Tuesday, March 5, 2013

They Really Can't Find Anything to Cut?

Quite frankly, it is very, very difficult not to have to strong feelings of animosity and loathing towards Barack Obama and the Democrats especially, along with the Democrats’ liberal allies in the media, and to a lesser degree, Republicans in Congress. The recent…discussion?...over the sequester indicates the utter contempt Obama has for the American people and their intelligence (to be honest, some of his contempt is, I suppose, justified, because the people re-elected the guy). To say that the sequester would bring automatic cuts that would harm the people, that would take away necessary services, that would create pain and hardship is cynical to the "nth" degree. Well, "cynical" is a nice word. It’s a downright lie, is what it is, and how can anybody have respect for liars?

Here is a small list—a very small list—of things Congress has wasted American tax dollars on in recent years. You tell me these things are "essential"??  This can’t be cut without doing permanent, irreparable damage to the United States of America?   Read and weep, and in some cases, laugh, and try to rein in your temper:

--$60,000 for Belgian endive research for the University of Massachusetts;
--$107,000 to study the sex life of Japanese quail;
--$4.3 million for a privately owned museum in Johnstown, PA;
--$3.1 million to convert a ferry boat into a crab restaurant in Baltimore;
--$11 million for a private pleasure boat harbor in Cleveland;
--$150,000 to study the Hatfield-McCoy feud;
--$320,000 to purchase President McKinley’s mother-in-law’s home;
--$84,000 to find out why people fall in love;
--$1 million to study why people don’t ride bikes to work;
--$19 million to examine gas emissions from cow flatulence;
--$144,000 to see if pigeons follow human economic laws….

I’m not making this up, folks. Your tax dollars at work. Here are some more:

--$219,000 to teach college students how to watch television;
--$500,000 to build a replica of the Great Pyramid of Egypt in Indiana;
--$2 million to construct an ancient Hawaiian canoe;
--$350,000 to renovate the House Beauty Salon;
--$20 million for a demonstration project to build wooden bridges;
--$6 million to upgrade the two-block long Senate subway;
--$160,000 to study if you can hex an opponent by drawing an "X" on his chest;
--$800,000 for a restroom on Mt. McKinley;
--$100,000 to study how to avoid falling spacecraft;
--$16,000 to study the operation of the komungo, a Korean stringed instrument;
--$6,000 for a document on Worcestershire sauce;
--$1 million to preserve a Trenton, New Jersey, sewer as a historic monument;
--$10,000 to study the effect of naval communications on a bull’s potency;

And here is one of my favorites: $57,000 spent by the Executive Branch for gold-embossed playing cards on Air Force Two…$57,000 of taxpayer money for a deck of cards for the Vice-President!! (To be fair, I believe this was spent under a Republican administration.)

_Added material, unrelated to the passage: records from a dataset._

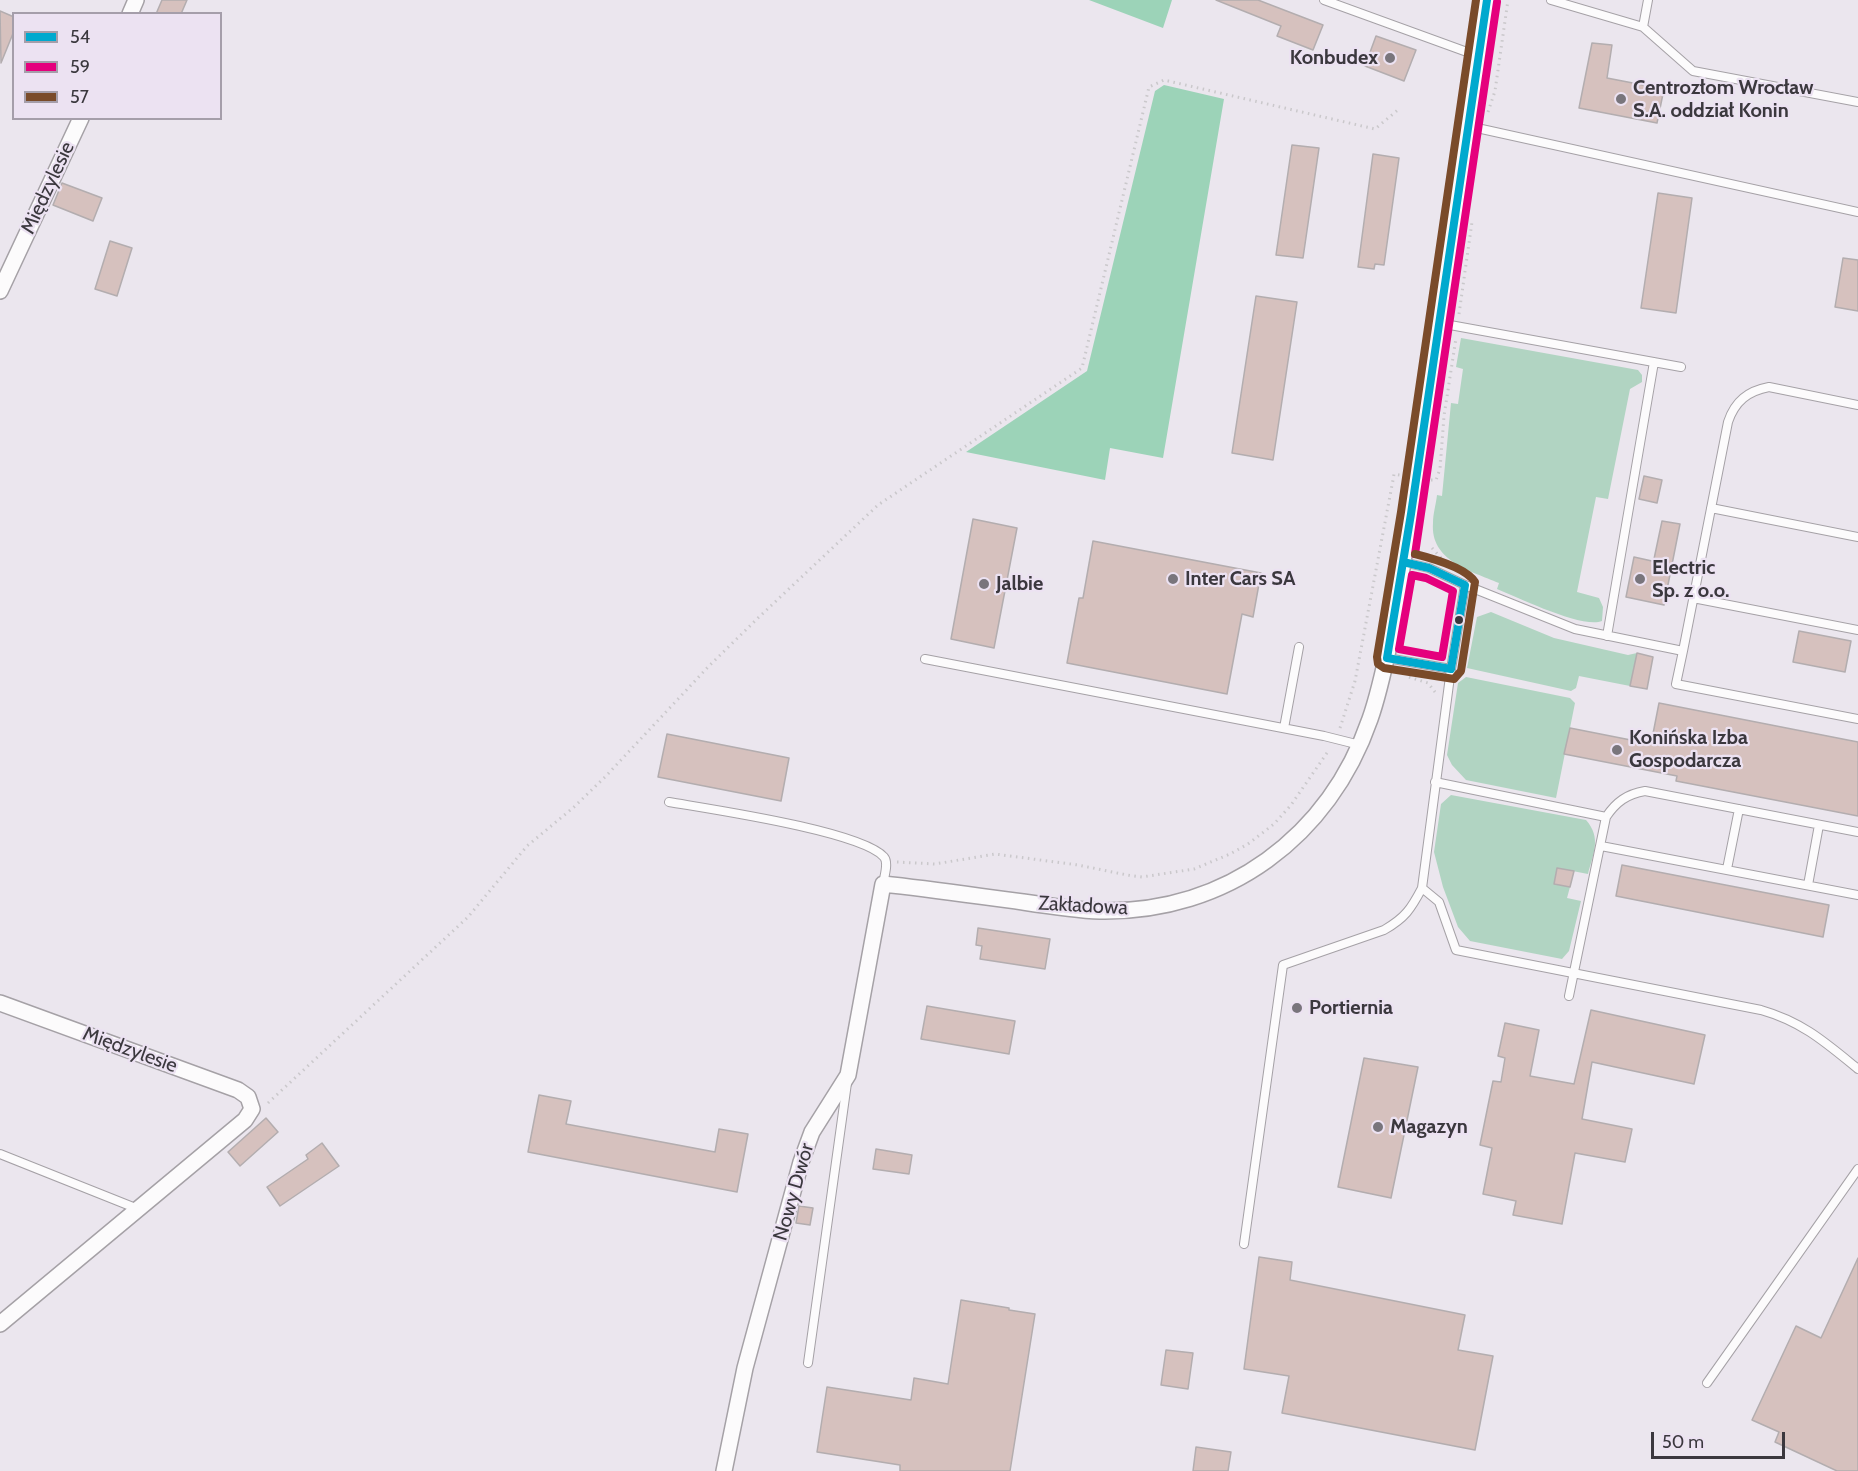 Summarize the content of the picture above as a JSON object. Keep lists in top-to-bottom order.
{
  "streets": {
    "street": ["Międzylesie", "Zakładowa", "Nowy Dwór"]
  },
  "crossings": [
    ["Zakładowa", "Nowy Dwór"]
  ],
  "places": [
    "Konbudex",
    "Centrozłom Wrocław S.A. oddział Konin",
    "Inter Cars SA",
    "Electric Sp. z o.o.",
    "Jalbie",
    "Konińska Izba Gospodarcza",
    "Portiernia",
    "Magazyn"
  ],
  "lines": ["transit line 54", "transit line 57", "transit line 59"],
  "legend": ["54", "59", "57"],
  "scale_bar": "50 m"
}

Every bit of that, of course, can be found in Article One, Section Eight of the Constitution, the powers given to Congress…….(I’m being sarcastic, just in case there are Obama voters reading this….)

19 million dollars to study cow farts…….but there is no place to cut the budget.

In his own day, Thomas Jefferson complained of federal politicians who seemed "at a loss for objects whereon to throw away the supposed fathomless funds of the treasury." It obviously hasn’t gotten any better in 200 years, even worse, because much of this money is borrowed and will have to be paid back—or defaulted on—by the next generation of American taxpayers.

Loathing? Obama and his liberal, big government, anti-god allies really, really test my Christianity. My brother and wife tell me I should just ignore them because I can’t do anything about it, and they are right. It’s not worth losing my soul over.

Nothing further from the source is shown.